President Mahinda Rajapaksa arrived at Myanmar’s Nay Pyi Taw International Airport yesterday afternoon to participate in the BIMSTEC Summit. The President was received at the airport by Myanmar’s Minister of Labour Aye Mint, Deputy Foreign Ministers Tin Oo Lwin and Thant Kyaw, Sri Lanka’s Ambassador to Myanmar H.R. Piyasiri and Myanmar’s Ambassador in Sri Lanka Min Thein Zan. Sri Lanka’s Minister of External Affairs Prof. G.L. Peiris and Secretary to the Ministry of External Affairs Kshenuka Seneviratne, who are already in Myanmar to participate in the ministerial level meetings of the BIMSTEC Summit, were also on hand at the airport to greet the President. The Sri Lankan delegation headed by the President will be hosted by President of the Republic of Myanmar Thein Sein to a banquet at the Myanmar International Conference Centre. President Rajapaksa will address the third BIMSTEC Summit tomorrow (4). BIMSTEC is the English acronym for the Bay of Bengal Initiative for Multi–Sectoral Technical and Economic Cooperation. It is a regional grouping of seven South and South-east Asian countries, namely Bangladesh, Bhutan, India, Myanmar, Nepal, Sri Lanka and Thailand. The first BIMSTEC Summit was held in 2004 in the Thai capital of Bangkok while the second was held in the Indian capital of New Delhi. Secretary to the President Lalith Weeratunga is also with the President for the visit.    

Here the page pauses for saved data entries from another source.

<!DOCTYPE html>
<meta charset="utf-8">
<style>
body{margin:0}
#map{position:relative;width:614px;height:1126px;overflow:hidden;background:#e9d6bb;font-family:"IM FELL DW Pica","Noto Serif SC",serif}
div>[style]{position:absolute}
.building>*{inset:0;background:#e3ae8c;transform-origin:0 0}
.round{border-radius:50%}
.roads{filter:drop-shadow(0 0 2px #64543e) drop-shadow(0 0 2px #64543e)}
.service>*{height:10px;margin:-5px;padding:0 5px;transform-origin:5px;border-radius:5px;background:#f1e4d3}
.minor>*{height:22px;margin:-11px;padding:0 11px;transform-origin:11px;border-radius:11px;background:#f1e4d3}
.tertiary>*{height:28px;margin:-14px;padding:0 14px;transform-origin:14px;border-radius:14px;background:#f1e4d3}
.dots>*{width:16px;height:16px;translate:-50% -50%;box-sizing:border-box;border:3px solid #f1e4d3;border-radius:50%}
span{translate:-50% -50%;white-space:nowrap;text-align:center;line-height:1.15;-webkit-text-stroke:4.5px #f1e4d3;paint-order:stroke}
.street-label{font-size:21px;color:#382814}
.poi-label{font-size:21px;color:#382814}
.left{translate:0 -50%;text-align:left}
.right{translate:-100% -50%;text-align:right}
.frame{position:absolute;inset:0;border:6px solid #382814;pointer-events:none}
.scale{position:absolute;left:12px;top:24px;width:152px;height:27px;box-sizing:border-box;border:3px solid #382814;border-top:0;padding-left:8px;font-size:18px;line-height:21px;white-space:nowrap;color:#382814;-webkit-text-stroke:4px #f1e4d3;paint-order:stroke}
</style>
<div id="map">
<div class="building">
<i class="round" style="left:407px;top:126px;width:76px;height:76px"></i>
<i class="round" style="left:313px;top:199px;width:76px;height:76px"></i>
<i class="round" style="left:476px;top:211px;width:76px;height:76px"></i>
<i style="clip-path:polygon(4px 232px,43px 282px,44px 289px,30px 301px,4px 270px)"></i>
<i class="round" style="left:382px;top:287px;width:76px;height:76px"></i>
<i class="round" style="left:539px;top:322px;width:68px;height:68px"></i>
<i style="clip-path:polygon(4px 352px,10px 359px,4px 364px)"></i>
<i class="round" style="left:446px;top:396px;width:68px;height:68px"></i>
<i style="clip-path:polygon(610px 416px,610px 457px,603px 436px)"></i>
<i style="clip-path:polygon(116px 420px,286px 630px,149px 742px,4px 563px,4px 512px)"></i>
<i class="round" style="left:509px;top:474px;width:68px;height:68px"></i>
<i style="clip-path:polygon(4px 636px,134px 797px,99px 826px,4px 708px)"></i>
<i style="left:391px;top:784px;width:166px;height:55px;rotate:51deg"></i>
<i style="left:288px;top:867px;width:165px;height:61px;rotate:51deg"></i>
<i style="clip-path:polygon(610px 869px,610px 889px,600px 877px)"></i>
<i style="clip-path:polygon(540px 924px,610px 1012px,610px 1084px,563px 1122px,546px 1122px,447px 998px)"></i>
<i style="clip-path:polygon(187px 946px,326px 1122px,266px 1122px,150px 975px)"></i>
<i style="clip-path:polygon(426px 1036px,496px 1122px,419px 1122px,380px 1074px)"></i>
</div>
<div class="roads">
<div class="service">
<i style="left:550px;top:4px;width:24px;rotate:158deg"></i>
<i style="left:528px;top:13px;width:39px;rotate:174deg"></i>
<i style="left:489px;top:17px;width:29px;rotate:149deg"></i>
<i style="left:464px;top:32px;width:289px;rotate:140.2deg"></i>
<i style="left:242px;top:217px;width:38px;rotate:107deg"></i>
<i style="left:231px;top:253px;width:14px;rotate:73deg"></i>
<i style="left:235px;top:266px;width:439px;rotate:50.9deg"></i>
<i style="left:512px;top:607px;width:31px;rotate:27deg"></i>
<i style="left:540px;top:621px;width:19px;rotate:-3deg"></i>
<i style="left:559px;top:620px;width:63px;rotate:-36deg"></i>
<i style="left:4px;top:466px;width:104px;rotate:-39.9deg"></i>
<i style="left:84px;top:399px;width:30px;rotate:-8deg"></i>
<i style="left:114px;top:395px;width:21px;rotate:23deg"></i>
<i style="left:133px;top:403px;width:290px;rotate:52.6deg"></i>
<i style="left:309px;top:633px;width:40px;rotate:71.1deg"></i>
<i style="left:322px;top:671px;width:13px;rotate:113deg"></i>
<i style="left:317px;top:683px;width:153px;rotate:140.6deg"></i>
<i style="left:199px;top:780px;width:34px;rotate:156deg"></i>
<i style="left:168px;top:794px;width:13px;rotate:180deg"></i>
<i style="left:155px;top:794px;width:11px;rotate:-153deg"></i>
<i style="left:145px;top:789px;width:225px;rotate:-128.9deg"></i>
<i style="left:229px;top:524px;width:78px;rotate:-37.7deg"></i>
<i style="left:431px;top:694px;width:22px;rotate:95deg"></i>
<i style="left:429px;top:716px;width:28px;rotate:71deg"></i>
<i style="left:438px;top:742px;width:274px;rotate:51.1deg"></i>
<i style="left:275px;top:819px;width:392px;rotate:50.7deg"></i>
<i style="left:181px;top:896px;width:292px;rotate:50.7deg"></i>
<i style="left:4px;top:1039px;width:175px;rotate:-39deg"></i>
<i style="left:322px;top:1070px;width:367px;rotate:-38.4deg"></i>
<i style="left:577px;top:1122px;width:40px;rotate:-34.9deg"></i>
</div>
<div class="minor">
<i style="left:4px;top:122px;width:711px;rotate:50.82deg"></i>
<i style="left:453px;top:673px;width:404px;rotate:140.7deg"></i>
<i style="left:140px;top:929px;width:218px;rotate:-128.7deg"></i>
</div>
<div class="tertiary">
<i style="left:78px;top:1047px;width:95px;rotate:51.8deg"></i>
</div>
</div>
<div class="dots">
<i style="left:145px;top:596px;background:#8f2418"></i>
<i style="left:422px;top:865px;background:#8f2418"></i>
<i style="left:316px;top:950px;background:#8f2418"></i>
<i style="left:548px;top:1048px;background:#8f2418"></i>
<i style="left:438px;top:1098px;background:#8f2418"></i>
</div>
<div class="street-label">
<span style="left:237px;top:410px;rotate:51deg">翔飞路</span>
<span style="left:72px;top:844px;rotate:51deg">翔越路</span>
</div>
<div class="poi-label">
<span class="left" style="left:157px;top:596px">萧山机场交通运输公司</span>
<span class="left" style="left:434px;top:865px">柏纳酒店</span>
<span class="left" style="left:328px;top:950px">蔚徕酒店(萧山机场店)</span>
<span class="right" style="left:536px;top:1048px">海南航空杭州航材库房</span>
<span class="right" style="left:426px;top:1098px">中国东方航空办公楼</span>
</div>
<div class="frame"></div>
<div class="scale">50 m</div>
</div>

 Indian FM to discuss key issues with Lankan counterpart in Myanmar

  Reuters: India’s foreign minister, Salman Khurshid, on Monday (March 03) said that many issues are there to discuss with Sri Lankan counterpart in the ongoing Bay Bengal Initiative for Multi-Sectoral Technical and Economic Cooperation (BIMSTEC). “This is a BIMSTEC (Bay Bengal Initiative for Multi-Sectoral Technical and Economic Cooperation) gathering. There are lot of bilateral between heads of government and its part of that, there will be a meeting between them as well, they know each other and they are heads of two neighbouring countries and therefore they may have whole lot of things to discuss. Maybe they will discuss progress that we expect to happen in Sri Lanka. Maybe they will discuss how the housing process is going on, or maybe they will discuss what happened in the visit of the Sri Lankan delegations to South Africa,” said Khurshid. Indian delegation headed by Prime Minister Manmohan Singh is in Myanmar capital Nay Pyi Taw to attend (BIMSTEC). Earlier in the day, Singh met Myanmar President Thein Sein, during what could be his last foreign visit as PM. He’s in the country for a two-day economic summit and called for a “collective vision” to deal with security challenges. Singh also met his Nepal counterpart Sushil Koirala on the sidelines of a two-day economic summit in Myanmar. Singh is likely to use this conference to renew contacts with the seven-nation leaders. Representatives from India, Bangladesh, Sri Lanka, Thailand, Myanmar, Bhutan and Nepal will attend the summit. India and Sri Lanka, who enjoy strong cultural bonds, have shared a complex diplomatic relationship since the 1980s. India first trained Sri Lanka’s Tamil Tiger rebels - fighting for a separate Tamil state in the north and east of the island - in the early 1980s but later sent peacekeeping troops to enforce a peace accord. New Delhi, however, moved away from the island’s bloody conflict after the assassination of former Indian Prime Minister Rajiv Gandhi in 1991, blamed on the Tamil Tigers. Earlier in the day, Singh urged South and East Asian countries for a “collective vision” to deal with security challenges stemming from terrorism as well as international crime and drug trafficking, to bring about peace, stability and development in Asia.